↓
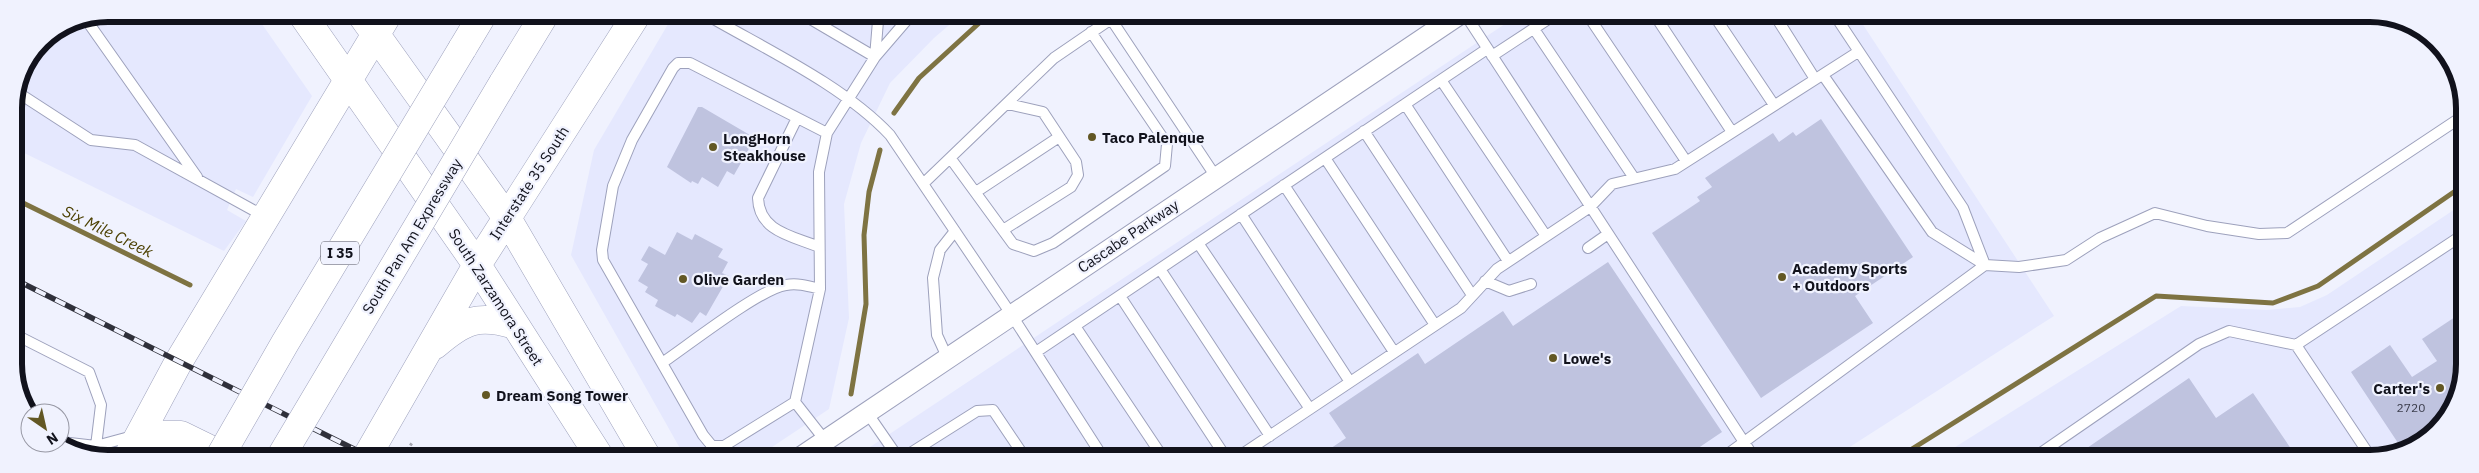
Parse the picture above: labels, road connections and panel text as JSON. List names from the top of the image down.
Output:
{
  "streets": {
    "main road": [
      "Interstate 35 South",
      "South Pan Am Expressway",
      "I 35",
      "South Zarzamora Street"
    ],
    "street": ["Cascabe Parkway"]
  },
  "crossings": [
    ["Interstate 35 South", "South Zarzamora Street"]
  ],
  "water": ["Six Mile Creek"],
  "places": [
    "Taco Palenque",
    "LongHorn Steakhouse",
    "Academy Sports + Outdoors",
    "Olive Garden",
    "Lowe's",
    "Carter's",
    "Dream Song Tower"
  ],
  "house_numbers": ["2720"],
  "north": "bottom right"
}
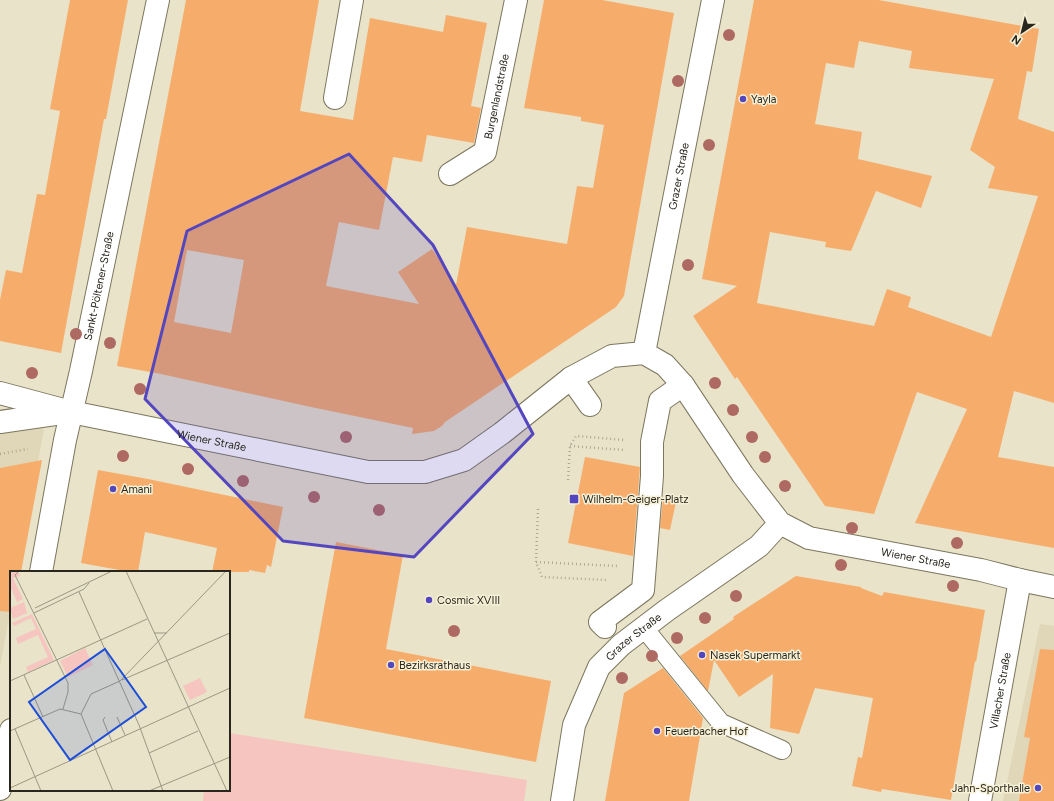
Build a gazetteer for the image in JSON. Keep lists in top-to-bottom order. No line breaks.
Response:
{"streets":{"street":["Burgenlandstraße","Grazer Straße","Sankt-Pöltener-Straße","Wiener Straße","Villacher Straße"]},"crossings":[["Grazer Straße","Wiener Straße"],["Sankt-Pöltener-Straße","Wiener Straße"],["Wiener Straße","Villacher Straße"]],"places":{"other":["Yayla","Amani","Cosmic XVIII","Nasek Supermarkt","Bezirksrathaus","Feuerbacher Hof","Jahn-Sporthalle"],"transit":["Wilhelm-Geiger-Platz"]},"north":"bottom left"}
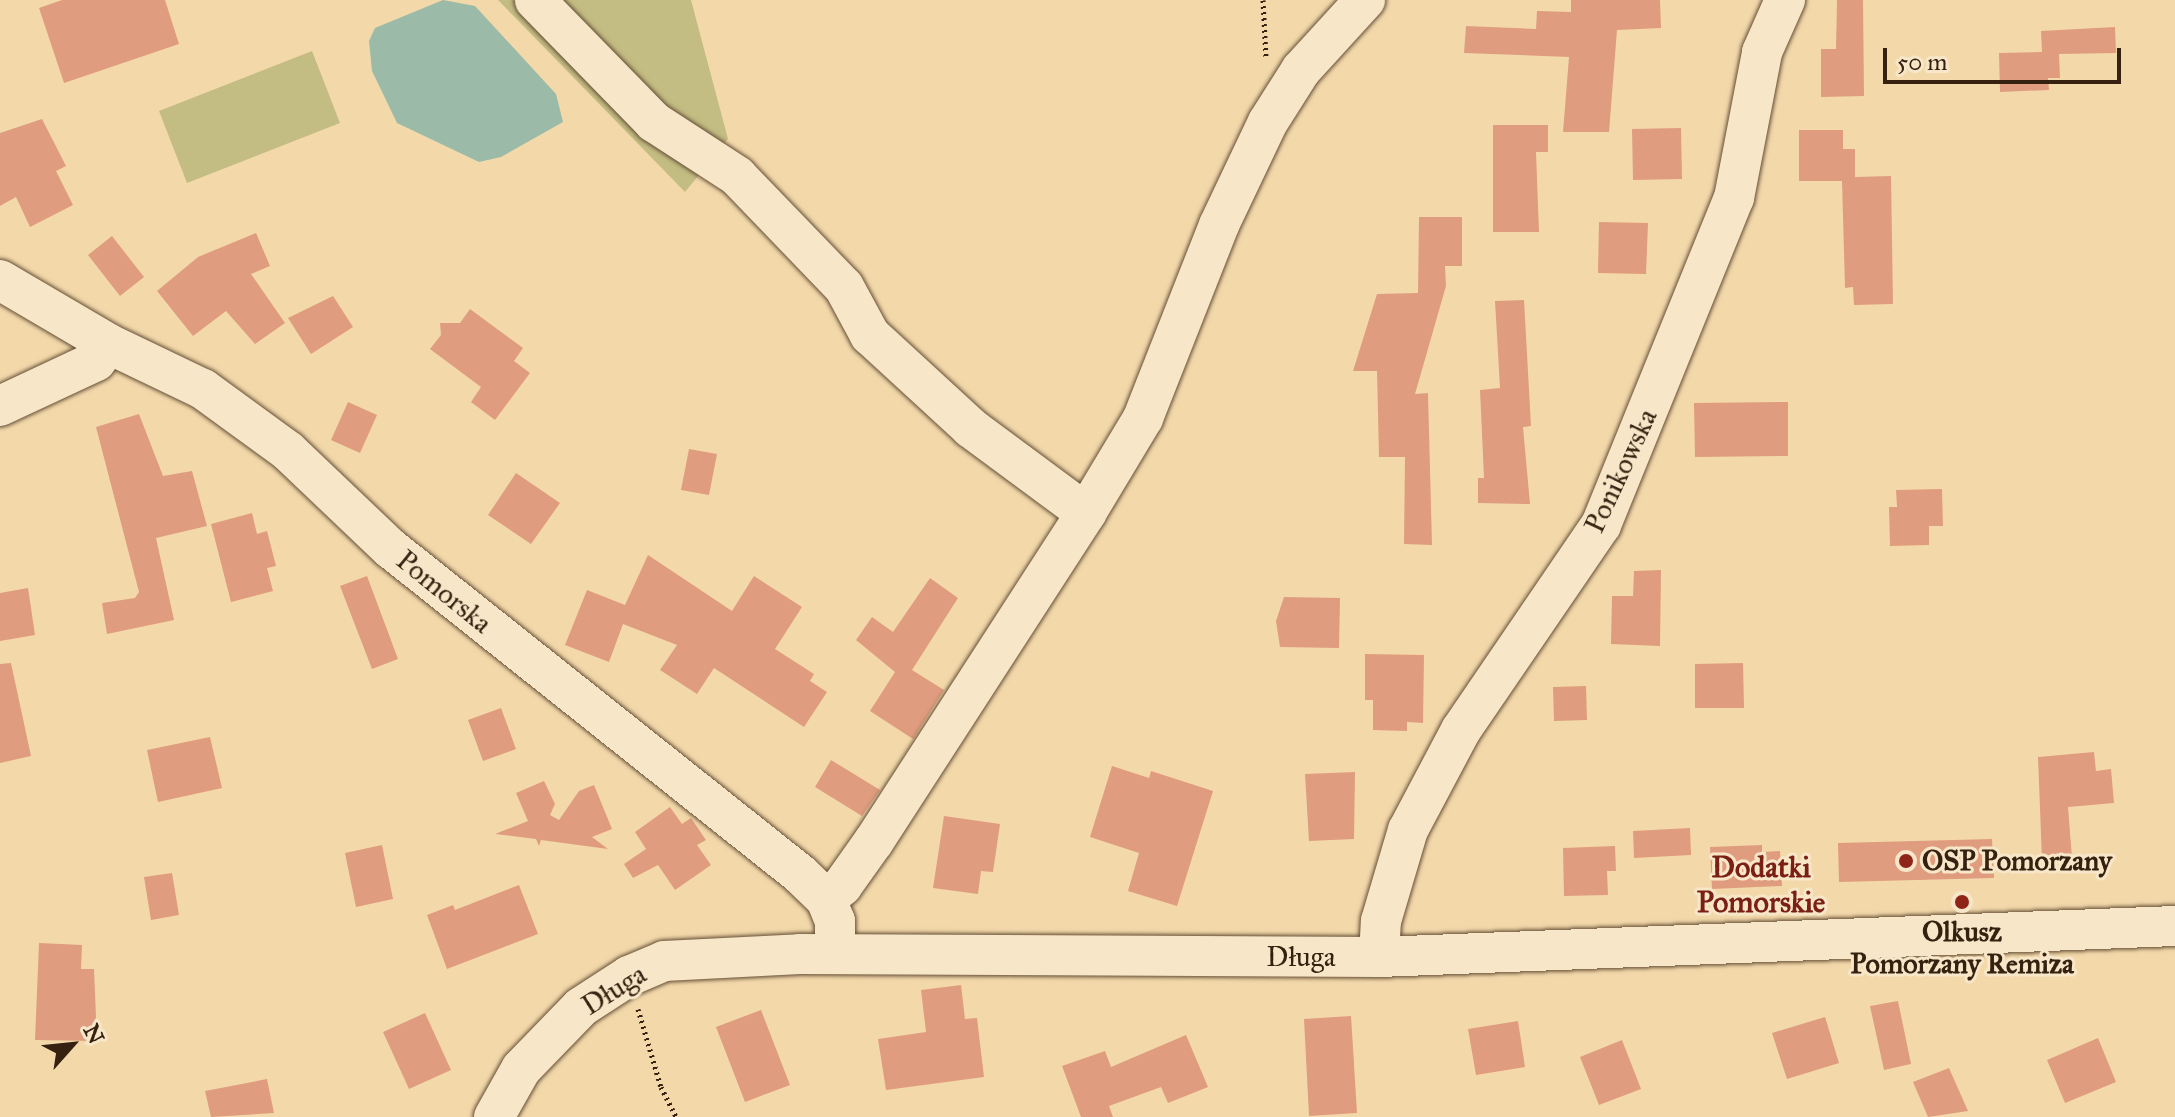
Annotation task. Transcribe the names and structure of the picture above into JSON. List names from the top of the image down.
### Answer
↑
● **What to produce**: Copy every record above exactly, leaving out the pictures.

● **Exercise solution**:
Parse the picture above: labels, road connections and panel text as JSON. List names from the top of the image down.
Output:
{
  "streets": {
    "main road": [
      "Interstate 35 South",
      "South Pan Am Expressway",
      "I 35",
      "South Zarzamora Street"
    ],
    "street": ["Cascabe Parkway"]
  },
  "crossings": [
    ["Interstate 35 South", "South Zarzamora Street"]
  ],
  "water": ["Six Mile Creek"],
  "places": [
    "Taco Palenque",
    "LongHorn Steakhouse",
    "Academy Sports + Outdoors",
    "Olive Garden",
    "Lowe's",
    "Carter's",
    "Dream Song Tower"
  ],
  "house_numbers": ["2720"],
  "north": "bottom right"
}
Build a gazetteer for the image in JSON. Keep lists in top-to-bottom order. No line breaks.
Response:
{"streets":{"street":["Burgenlandstraße","Grazer Straße","Sankt-Pöltener-Straße","Wiener Straße","Villacher Straße"]},"crossings":[["Grazer Straße","Wiener Straße"],["Sankt-Pöltener-Straße","Wiener Straße"],["Wiener Straße","Villacher Straße"]],"places":{"other":["Yayla","Amani","Cosmic XVIII","Nasek Supermarkt","Bezirksrathaus","Feuerbacher Hof","Jahn-Sporthalle"],"transit":["Wilhelm-Geiger-Platz"]},"north":"bottom left"}
Annotation task. Transcribe the names and structure of the picture above into JSON. List names from the top of the image down.
### Answer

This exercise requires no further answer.